About this task: From the records below, copy each line that has the word "image" in it.

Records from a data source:

▼

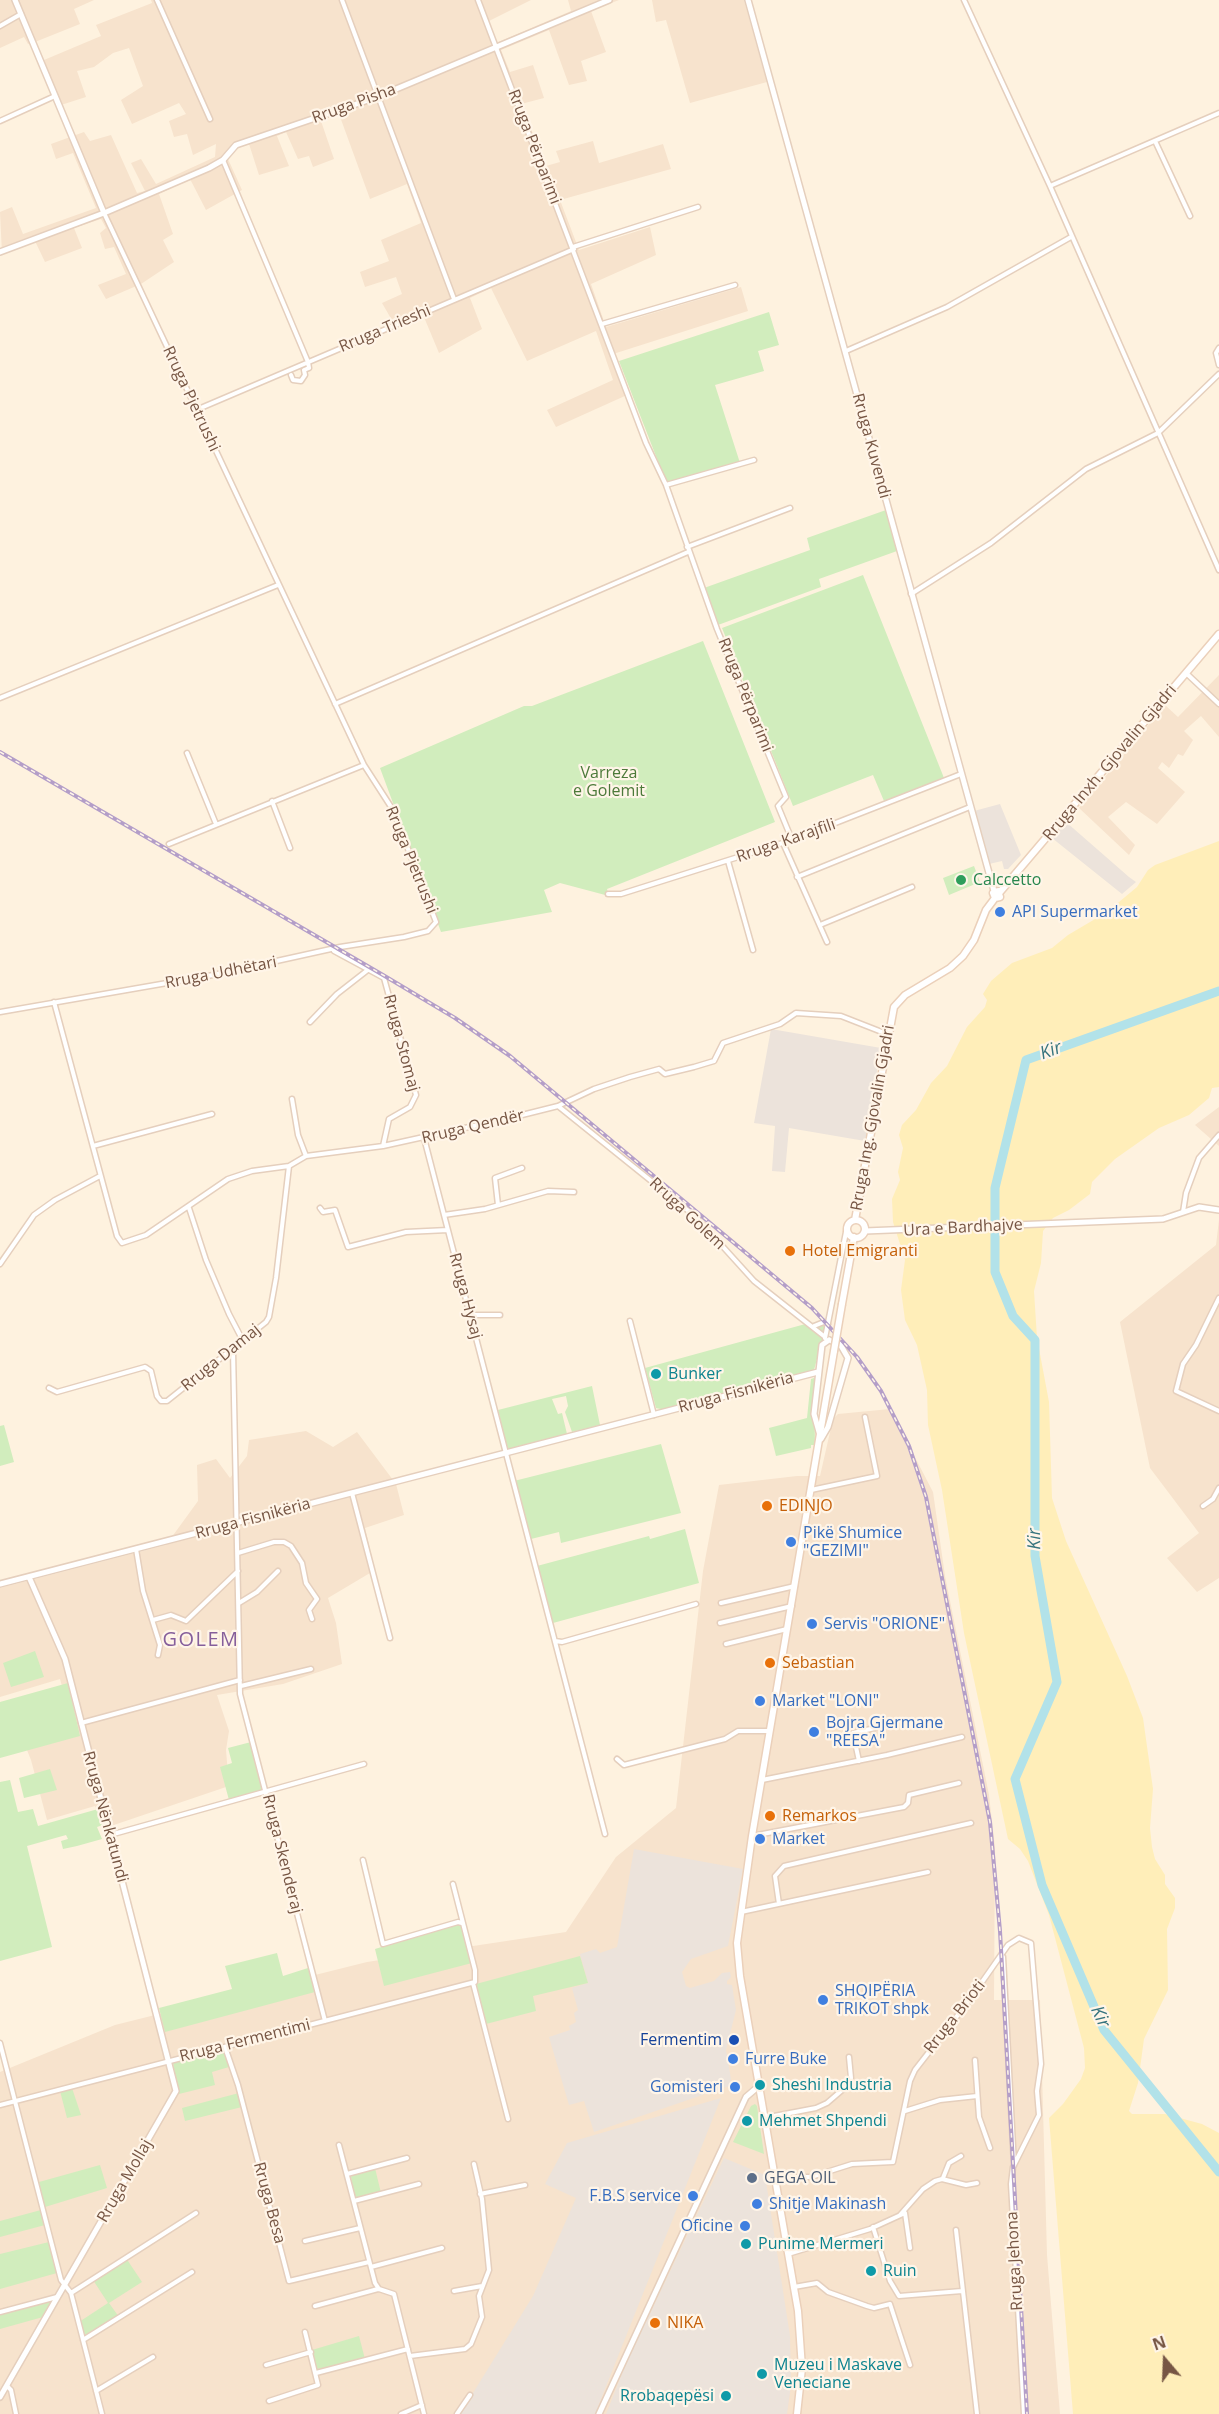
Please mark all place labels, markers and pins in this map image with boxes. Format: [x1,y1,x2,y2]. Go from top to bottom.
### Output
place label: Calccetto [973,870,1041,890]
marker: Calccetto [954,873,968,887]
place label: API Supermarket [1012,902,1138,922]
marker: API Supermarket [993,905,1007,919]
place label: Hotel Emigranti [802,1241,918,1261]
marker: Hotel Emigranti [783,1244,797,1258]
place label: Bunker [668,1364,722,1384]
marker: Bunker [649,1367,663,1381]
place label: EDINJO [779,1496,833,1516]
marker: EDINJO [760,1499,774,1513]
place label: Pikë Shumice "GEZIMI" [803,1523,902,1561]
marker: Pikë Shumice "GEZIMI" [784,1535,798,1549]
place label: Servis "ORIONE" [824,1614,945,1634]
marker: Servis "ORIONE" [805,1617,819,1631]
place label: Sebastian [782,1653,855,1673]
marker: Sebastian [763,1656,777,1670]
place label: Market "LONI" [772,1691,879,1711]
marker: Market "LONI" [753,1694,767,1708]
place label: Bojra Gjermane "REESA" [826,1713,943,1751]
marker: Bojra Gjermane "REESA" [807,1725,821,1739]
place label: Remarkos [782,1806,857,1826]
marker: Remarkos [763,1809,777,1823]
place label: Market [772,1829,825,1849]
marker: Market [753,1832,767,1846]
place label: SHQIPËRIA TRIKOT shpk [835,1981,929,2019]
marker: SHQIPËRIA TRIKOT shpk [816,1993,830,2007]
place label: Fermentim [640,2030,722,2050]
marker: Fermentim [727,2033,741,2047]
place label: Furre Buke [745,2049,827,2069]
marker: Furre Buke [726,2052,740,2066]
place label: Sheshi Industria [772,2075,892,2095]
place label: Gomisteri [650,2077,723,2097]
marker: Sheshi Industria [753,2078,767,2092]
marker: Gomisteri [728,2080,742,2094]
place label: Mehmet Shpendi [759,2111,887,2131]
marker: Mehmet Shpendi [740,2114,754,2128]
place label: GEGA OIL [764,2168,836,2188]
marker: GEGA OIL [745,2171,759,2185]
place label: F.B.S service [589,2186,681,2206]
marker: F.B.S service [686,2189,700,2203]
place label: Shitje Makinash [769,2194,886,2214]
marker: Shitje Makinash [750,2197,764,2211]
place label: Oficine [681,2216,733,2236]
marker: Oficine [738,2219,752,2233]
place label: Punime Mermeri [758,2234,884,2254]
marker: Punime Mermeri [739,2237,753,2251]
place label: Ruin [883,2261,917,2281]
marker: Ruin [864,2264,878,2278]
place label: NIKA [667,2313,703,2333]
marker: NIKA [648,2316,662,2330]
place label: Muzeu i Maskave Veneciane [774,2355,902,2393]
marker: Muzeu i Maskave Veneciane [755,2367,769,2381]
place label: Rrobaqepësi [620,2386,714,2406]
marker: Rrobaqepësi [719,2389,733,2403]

▲
▼

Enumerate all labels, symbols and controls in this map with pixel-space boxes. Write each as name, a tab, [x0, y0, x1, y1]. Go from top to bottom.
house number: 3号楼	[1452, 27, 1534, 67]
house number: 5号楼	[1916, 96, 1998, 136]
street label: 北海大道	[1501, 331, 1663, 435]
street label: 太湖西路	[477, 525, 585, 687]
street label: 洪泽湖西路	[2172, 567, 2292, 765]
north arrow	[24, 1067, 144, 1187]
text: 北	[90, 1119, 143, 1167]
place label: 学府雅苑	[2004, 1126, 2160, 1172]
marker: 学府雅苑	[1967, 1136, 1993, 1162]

▲
▼

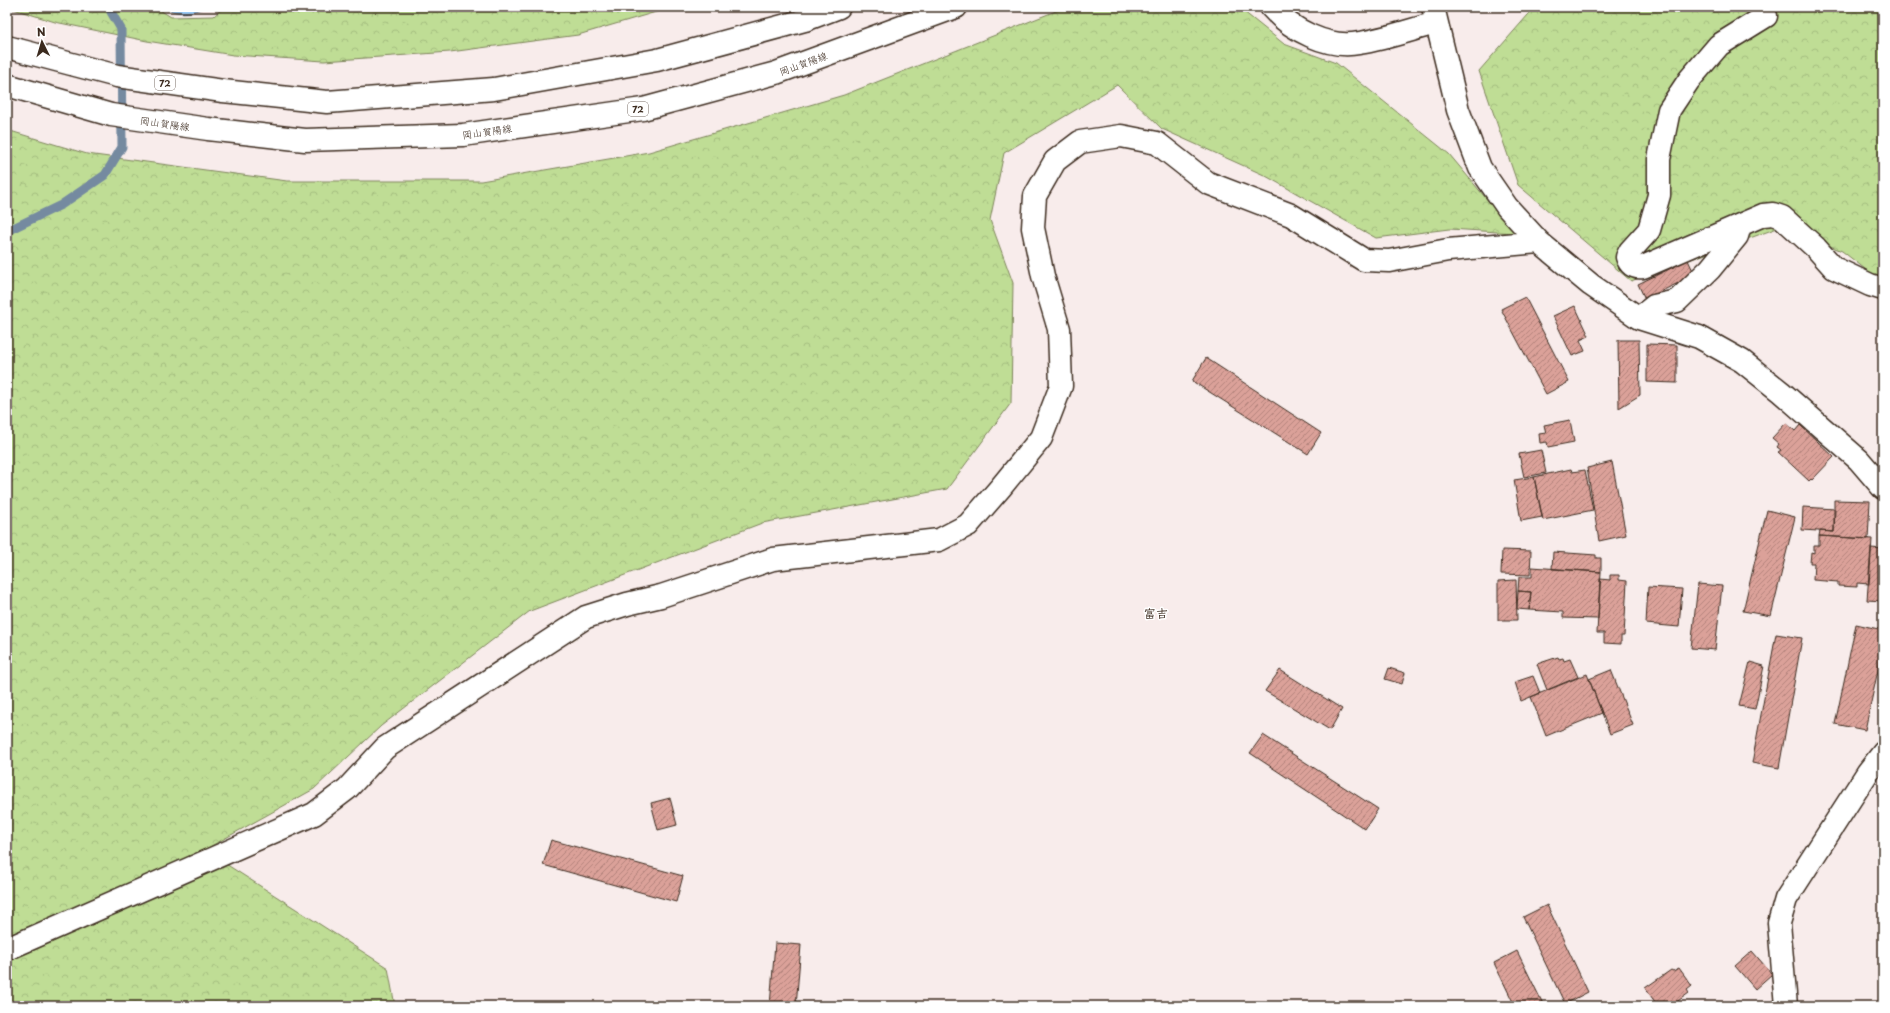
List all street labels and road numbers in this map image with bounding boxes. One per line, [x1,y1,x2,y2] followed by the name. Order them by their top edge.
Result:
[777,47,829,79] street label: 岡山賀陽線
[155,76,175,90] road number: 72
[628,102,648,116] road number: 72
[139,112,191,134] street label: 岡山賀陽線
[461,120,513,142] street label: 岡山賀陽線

▲

Result of the exercise:
Please mark all place labels, markers and pins in this map image with boxes. Format: [x1,y1,x2,y2]. Go from top to bottom.
List all street labels and road numbers in this map image with bounding boxes. One per line, [x1,y1,x2,y2] followed by the name. Order them by their top edge.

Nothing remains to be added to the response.